Authored by Tiffany McLain for Psyched in San Francisco Magazine. Tiffany has a psychotherapy practice in San Francisco where she specializes in working with young professionals who straddle multiple identities, be this professionally, ethnically or economically.
You needn't look far to find examples of loving couples who become completely unraveled over the mere mention of spending time with the in-laws. Though the ding-dong of the in-law's doorbell may sound like a relationship death knell, there are ways to survive (and even have fun...?) when visiting your partner's family this holiday season.
Yes, the holidays are a time of love and togetherness, but for many of us, they can also be a time of stress and frustration as we attempt to navigate our family's unique brand of crazy. You've had years to lament over, pick apart and find ways to relieve the tensions that occur when you return to the nest (thanks, therapy!)... then you get a partner and it starts all over again.
Take Jay and Ky. Ky was thrilled when Jay asked if she wanted to come to his folks' house for their first Christmas together. In her mind, this was an invitation into the family fold, a sign that he was ready to take the relationship to the next level.
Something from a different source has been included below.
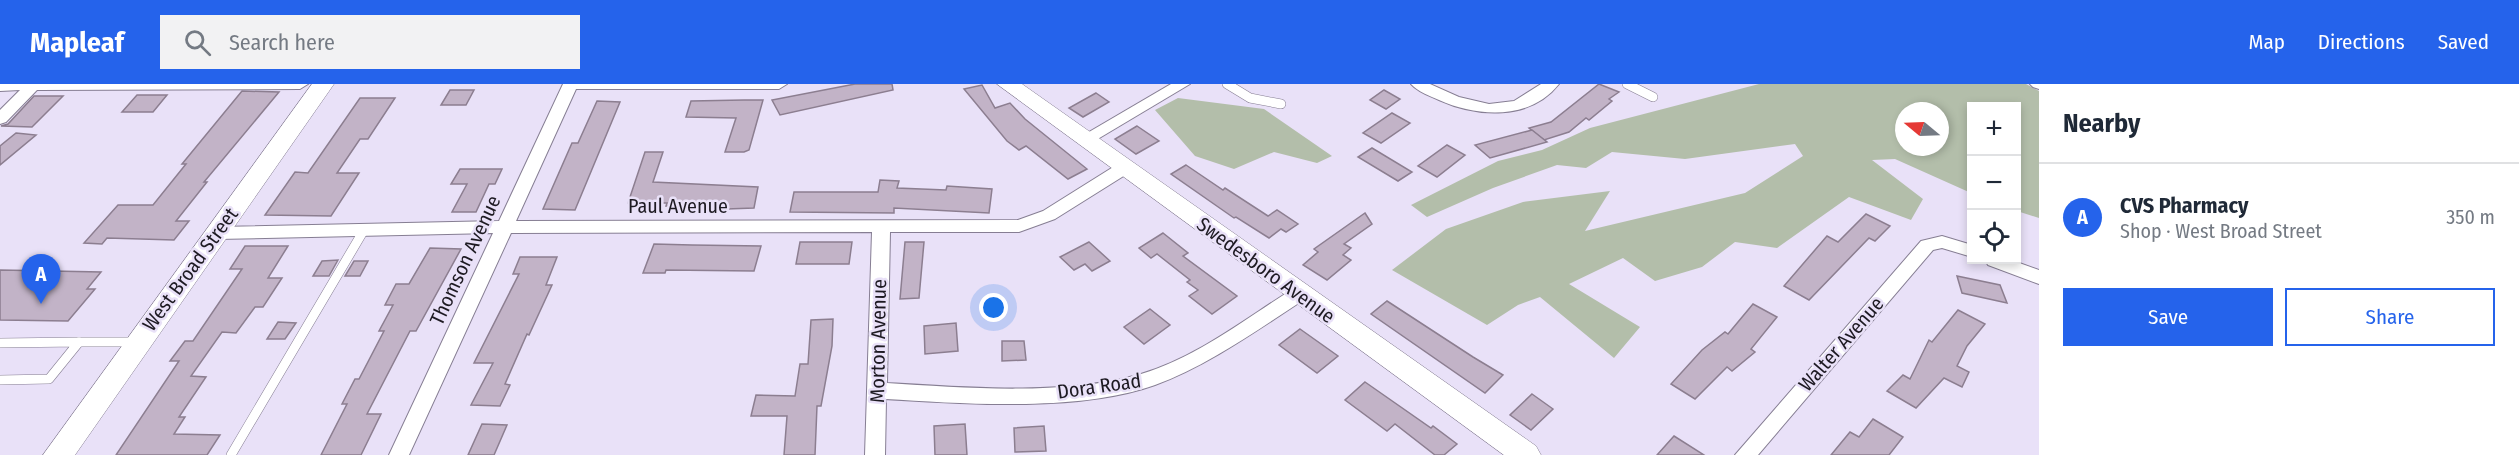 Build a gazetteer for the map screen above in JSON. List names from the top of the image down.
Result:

How right she was, though not in the way that Ky had hoped.
Upon arriving at Jay's childhood home, Ky was barely acknowledged as Jay's mother swooped in to give her son a hug, barked orders to his father to grab the luggage and shuffled her youngest born into a small nook so the two of them could "catch up." Ky stood in the foyer for what felt like ten minutes before Jay realized there wasn't much room in the nook for three and remembered to make formal introductions.
Throughout the trip, Ky felt neglected by Jay, shoved aside by his mother and ignored by his father. This was only made worse by the parade of strange kin that made their way in and out of the home over the next few days. There was the brother who berated his wife and children, the cousins who seemed a little too comfortable with each other and the great aunt who dominated the television set, turning it to its highest volume whenever Ky attempted conversation.
When Ky attempted to talk to Jay about the things she observed, he looked at her with confusion, declaring that his mother loved her, his brother was a wonderful husband and his great aunt was the most empathic person he knew. That conversation didn't end well.
Ky was experiencing a host of feelings - from disappointment to shame - and she was looking to Jay for validation. Jay, on the other hand, was unwittingly caught in a family struggle that had been generations in the making, leaving him with little emotional capacity to reflect. Thus, Ky and Jay's own little unit (with its own set of defenses to be sure) was suddenly intruded upon by a much stronger set of forces - that of Jay's family.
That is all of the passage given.